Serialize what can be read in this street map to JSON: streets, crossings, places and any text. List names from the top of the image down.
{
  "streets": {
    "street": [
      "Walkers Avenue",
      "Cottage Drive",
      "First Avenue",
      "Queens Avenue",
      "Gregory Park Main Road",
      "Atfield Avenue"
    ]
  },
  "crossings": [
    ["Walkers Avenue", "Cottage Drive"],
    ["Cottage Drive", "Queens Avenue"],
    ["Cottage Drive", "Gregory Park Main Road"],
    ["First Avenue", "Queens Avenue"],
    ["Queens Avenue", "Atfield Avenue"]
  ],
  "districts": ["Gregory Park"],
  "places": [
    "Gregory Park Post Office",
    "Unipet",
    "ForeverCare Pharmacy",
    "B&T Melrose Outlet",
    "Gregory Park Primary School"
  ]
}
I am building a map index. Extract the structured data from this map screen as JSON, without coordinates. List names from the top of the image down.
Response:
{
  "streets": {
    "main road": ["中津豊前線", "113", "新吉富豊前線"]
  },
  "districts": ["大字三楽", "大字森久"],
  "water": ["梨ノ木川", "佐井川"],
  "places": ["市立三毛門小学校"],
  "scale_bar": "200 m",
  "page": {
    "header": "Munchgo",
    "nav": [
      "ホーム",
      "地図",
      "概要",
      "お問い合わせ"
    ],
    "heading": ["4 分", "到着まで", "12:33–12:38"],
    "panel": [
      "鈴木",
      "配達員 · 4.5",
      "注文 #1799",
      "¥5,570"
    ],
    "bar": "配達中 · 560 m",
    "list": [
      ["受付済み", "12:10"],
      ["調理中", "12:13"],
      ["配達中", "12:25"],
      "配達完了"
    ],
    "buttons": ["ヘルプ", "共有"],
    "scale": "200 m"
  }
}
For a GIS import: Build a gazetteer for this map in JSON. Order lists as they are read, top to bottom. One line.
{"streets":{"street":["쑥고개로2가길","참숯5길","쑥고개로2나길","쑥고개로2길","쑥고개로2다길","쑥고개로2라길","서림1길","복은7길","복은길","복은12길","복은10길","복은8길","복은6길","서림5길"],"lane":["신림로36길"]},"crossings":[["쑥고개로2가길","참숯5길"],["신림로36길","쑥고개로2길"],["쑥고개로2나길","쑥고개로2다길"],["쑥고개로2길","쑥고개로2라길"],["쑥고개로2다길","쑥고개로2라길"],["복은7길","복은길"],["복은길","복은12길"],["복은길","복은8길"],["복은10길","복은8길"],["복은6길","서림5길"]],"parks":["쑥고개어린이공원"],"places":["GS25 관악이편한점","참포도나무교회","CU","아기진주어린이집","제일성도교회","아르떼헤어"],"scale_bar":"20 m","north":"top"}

********************

### TRY IT
Without altering a single word, repeat the material.

### TASK RESULT
Serialize what can be read in this street map to JSON: streets, crossings, places and any text. List names from the top of the image down.
{
  "streets": {
    "street": [
      "Walkers Avenue",
      "Cottage Drive",
      "First Avenue",
      "Queens Avenue",
      "Gregory Park Main Road",
      "Atfield Avenue"
    ]
  },
  "crossings": [
    ["Walkers Avenue", "Cottage Drive"],
    ["Cottage Drive", "Queens Avenue"],
    ["Cottage Drive", "Gregory Park Main Road"],
    ["First Avenue", "Queens Avenue"],
    ["Queens Avenue", "Atfield Avenue"]
  ],
  "districts": ["Gregory Park"],
  "places": [
    "Gregory Park Post Office",
    "Unipet",
    "ForeverCare Pharmacy",
    "B&T Melrose Outlet",
    "Gregory Park Primary School"
  ]
}
I am building a map index. Extract the structured data from this map screen as JSON, without coordinates. List names from the top of the image down.
Response:
{
  "streets": {
    "main road": ["中津豊前線", "113", "新吉富豊前線"]
  },
  "districts": ["大字三楽", "大字森久"],
  "water": ["梨ノ木川", "佐井川"],
  "places": ["市立三毛門小学校"],
  "scale_bar": "200 m",
  "page": {
    "header": "Munchgo",
    "nav": [
      "ホーム",
      "地図",
      "概要",
      "お問い合わせ"
    ],
    "heading": ["4 分", "到着まで", "12:33–12:38"],
    "panel": [
      "鈴木",
      "配達員 · 4.5",
      "注文 #1799",
      "¥5,570"
    ],
    "bar": "配達中 · 560 m",
    "list": [
      ["受付済み", "12:10"],
      ["調理中", "12:13"],
      ["配達中", "12:25"],
      "配達完了"
    ],
    "buttons": ["ヘルプ", "共有"],
    "scale": "200 m"
  }
}
For a GIS import: Build a gazetteer for this map in JSON. Order lists as they are read, top to bottom. One line.
{"streets":{"street":["쑥고개로2가길","참숯5길","쑥고개로2나길","쑥고개로2길","쑥고개로2다길","쑥고개로2라길","서림1길","복은7길","복은길","복은12길","복은10길","복은8길","복은6길","서림5길"],"lane":["신림로36길"]},"crossings":[["쑥고개로2가길","참숯5길"],["신림로36길","쑥고개로2길"],["쑥고개로2나길","쑥고개로2다길"],["쑥고개로2길","쑥고개로2라길"],["쑥고개로2다길","쑥고개로2라길"],["복은7길","복은길"],["복은길","복은12길"],["복은길","복은8길"],["복은10길","복은8길"],["복은6길","서림5길"]],"parks":["쑥고개어린이공원"],"places":["GS25 관악이편한점","참포도나무교회","CU","아기진주어린이집","제일성도교회","아르떼헤어"],"scale_bar":"20 m","north":"top"}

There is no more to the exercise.